▶ Collected data entries
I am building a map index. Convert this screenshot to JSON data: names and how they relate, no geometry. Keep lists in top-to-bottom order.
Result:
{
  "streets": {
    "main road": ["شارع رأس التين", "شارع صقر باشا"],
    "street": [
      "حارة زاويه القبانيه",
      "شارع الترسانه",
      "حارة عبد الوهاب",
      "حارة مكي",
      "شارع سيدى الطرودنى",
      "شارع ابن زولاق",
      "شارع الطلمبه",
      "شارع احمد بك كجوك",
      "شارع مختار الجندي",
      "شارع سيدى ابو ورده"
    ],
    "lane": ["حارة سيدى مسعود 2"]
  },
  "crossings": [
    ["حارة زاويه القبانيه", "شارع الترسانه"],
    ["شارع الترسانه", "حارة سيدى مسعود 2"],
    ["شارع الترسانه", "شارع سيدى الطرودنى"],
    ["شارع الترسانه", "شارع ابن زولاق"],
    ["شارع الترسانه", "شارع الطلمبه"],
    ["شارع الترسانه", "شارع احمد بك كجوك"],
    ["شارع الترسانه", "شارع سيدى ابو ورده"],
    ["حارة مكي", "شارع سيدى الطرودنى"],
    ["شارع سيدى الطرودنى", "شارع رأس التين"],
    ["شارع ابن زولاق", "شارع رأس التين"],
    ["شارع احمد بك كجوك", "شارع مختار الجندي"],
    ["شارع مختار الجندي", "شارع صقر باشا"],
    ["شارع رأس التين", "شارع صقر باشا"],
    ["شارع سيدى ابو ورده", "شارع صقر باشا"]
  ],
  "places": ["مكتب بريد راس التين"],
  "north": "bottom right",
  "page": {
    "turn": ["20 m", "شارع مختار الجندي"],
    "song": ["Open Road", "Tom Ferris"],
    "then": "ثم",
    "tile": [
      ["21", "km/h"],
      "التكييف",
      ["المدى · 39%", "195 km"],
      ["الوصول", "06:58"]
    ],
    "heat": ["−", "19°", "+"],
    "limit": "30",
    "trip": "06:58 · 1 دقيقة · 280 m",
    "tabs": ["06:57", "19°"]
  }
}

▶ What the exercise asks
Your task is to restate every record exactly.

▶ Answer area
I am building a map index. Convert this screenshot to JSON data: names and how they relate, no geometry. Keep lists in top-to-bottom order.
Result:
{
  "streets": {
    "main road": ["شارع رأس التين", "شارع صقر باشا"],
    "street": [
      "حارة زاويه القبانيه",
      "شارع الترسانه",
      "حارة عبد الوهاب",
      "حارة مكي",
      "شارع سيدى الطرودنى",
      "شارع ابن زولاق",
      "شارع الطلمبه",
      "شارع احمد بك كجوك",
      "شارع مختار الجندي",
      "شارع سيدى ابو ورده"
    ],
    "lane": ["حارة سيدى مسعود 2"]
  },
  "crossings": [
    ["حارة زاويه القبانيه", "شارع الترسانه"],
    ["شارع الترسانه", "حارة سيدى مسعود 2"],
    ["شارع الترسانه", "شارع سيدى الطرودنى"],
    ["شارع الترسانه", "شارع ابن زولاق"],
    ["شارع الترسانه", "شارع الطلمبه"],
    ["شارع الترسانه", "شارع احمد بك كجوك"],
    ["شارع الترسانه", "شارع سيدى ابو ورده"],
    ["حارة مكي", "شارع سيدى الطرودنى"],
    ["شارع سيدى الطرودنى", "شارع رأس التين"],
    ["شارع ابن زولاق", "شارع رأس التين"],
    ["شارع احمد بك كجوك", "شارع مختار الجندي"],
    ["شارع مختار الجندي", "شارع صقر باشا"],
    ["شارع رأس التين", "شارع صقر باشا"],
    ["شارع سيدى ابو ورده", "شارع صقر باشا"]
  ],
  "places": ["مكتب بريد راس التين"],
  "north": "bottom right",
  "page": {
    "turn": ["20 m", "شارع مختار الجندي"],
    "song": ["Open Road", "Tom Ferris"],
    "then": "ثم",
    "tile": [
      ["21", "km/h"],
      "التكييف",
      ["المدى · 39%", "195 km"],
      ["الوصول", "06:58"]
    ],
    "heat": ["−", "19°", "+"],
    "limit": "30",
    "trip": "06:58 · 1 دقيقة · 280 m",
    "tabs": ["06:57", "19°"]
  }
}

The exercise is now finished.